Numerical and scientific fields such as statistics, computational physics, and optimization methods heavily rely upon Markov chain Monte Carlo methods. These simulation techniques use the power of Markov chains to sample general probability distributions, which in turn give Monte Carlo methods for estimating integrals and optimal solutions.

This is the third part of a three-part post. The first part covers Markov chains. The second part covers the basics of Monte Carlo methods. This post combines the ideas from the first two parts. Overall, the three posts sketch the mechanics of Markov chain Monte Carlo (MCMC) methods, whose importance and applications I detailed in a previous post.

We will only examine Markov chains with countable state spaces. In this setting, we only need standard probability and matrix knowledge. But the results extend to general state spaces, such as Euclidean space.

By the way, I doubt that Andrey A. Markov ever went to Monte Carlo in the small country of Monaco.^{1}But Herbie did.

## Monte Carlo conditions

### Sum

In the first post we covered Markov chains with countable state spaces, because the mathematics is more transparent.
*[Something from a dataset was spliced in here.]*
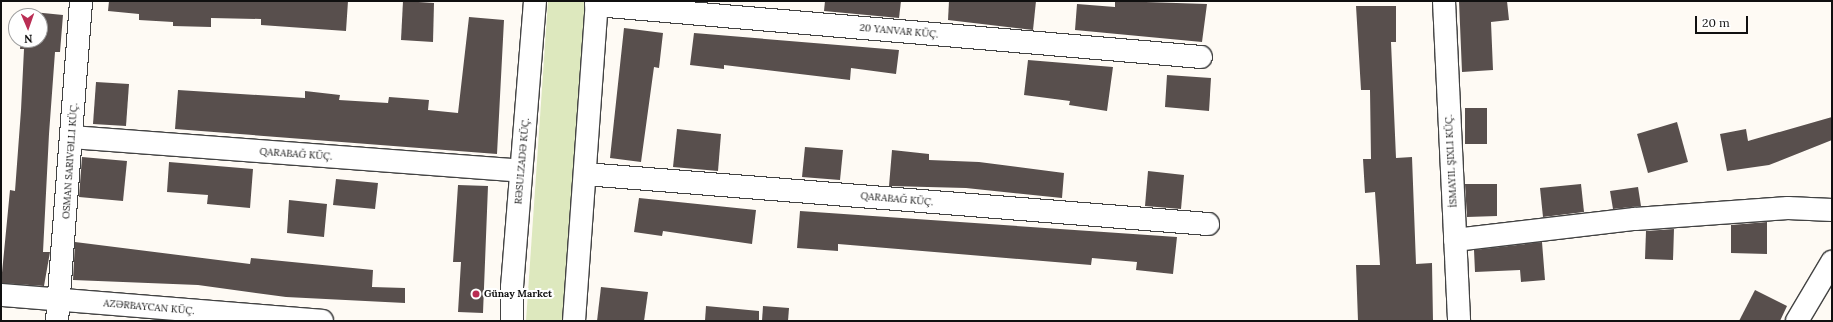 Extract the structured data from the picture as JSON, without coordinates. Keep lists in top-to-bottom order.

Consequently, we can use such Markov chains to estimate the sum of a function \(f\) over a countable (possibly infinite) set \(\mathbb{S}\). We can write the sum as

$$\begin{align}S(f)&=\sum_{x\in \mathbb{S}} f(x) \\&= \sum_{x\in\mathbb{S}} \frac{f(x)q(x)}{q(x)}\\& = \mathbb{E}_{q}[ \frac{f(Y)}{q(Y)}]\\& = \mathbb{E}_{q}[ g(Y)]\,,\end{align}$$

where \(g=f/q\) and \(Y\) is a suitable random variable that has a probability mass function \(q\) with support \(\mathbb{S}\).

Sampling the random variable (or point) \(Y\), gives the samples \(y_1,\dots,y_n\), which yields an unbiased Monte Carlo estimate of the sum, namely

$$S_n (f)=\frac{1}{n}\sum_{i=1}^n \frac{f(y_i)}{q(y_i)}.$$

The closer the function \(q\) is to \(|f|\), the better the estimate.

### Integral

We can write an integral over some region \(\mathbb{S}\) as

$$\begin{align}\int_{\mathbb{S}} f(x) dx &= \int_{\mathbb{S}} \frac{f(x)}{p(x)}p(x)dx\\ & =\mathbb{E}_p[\frac{f(Y)}{p(Y)}]\,,\end{align}$$

where \(p\) is the probability density of a random variable (or point) \(Y\) with support \(A\). Then by sampling \(Y\), the resulting samples \(y_1, \dots, y_n\in [0,1]\) give the unbiased Monte Carlo estimate

$$I_n (f)=\frac{1}{n}\sum_{i=1}^n \frac{f(y_i)}{p(y_i)}\,.$$

### Ergodic sequence

To estimate the sum or integral, we’ll need a sequence of *ergodic* random variables \(\{Y_i\}_{i\in\mathbb{N}}\), which we can achieve with an ergodic Markov chain with a state space \(\mathbb{S}\).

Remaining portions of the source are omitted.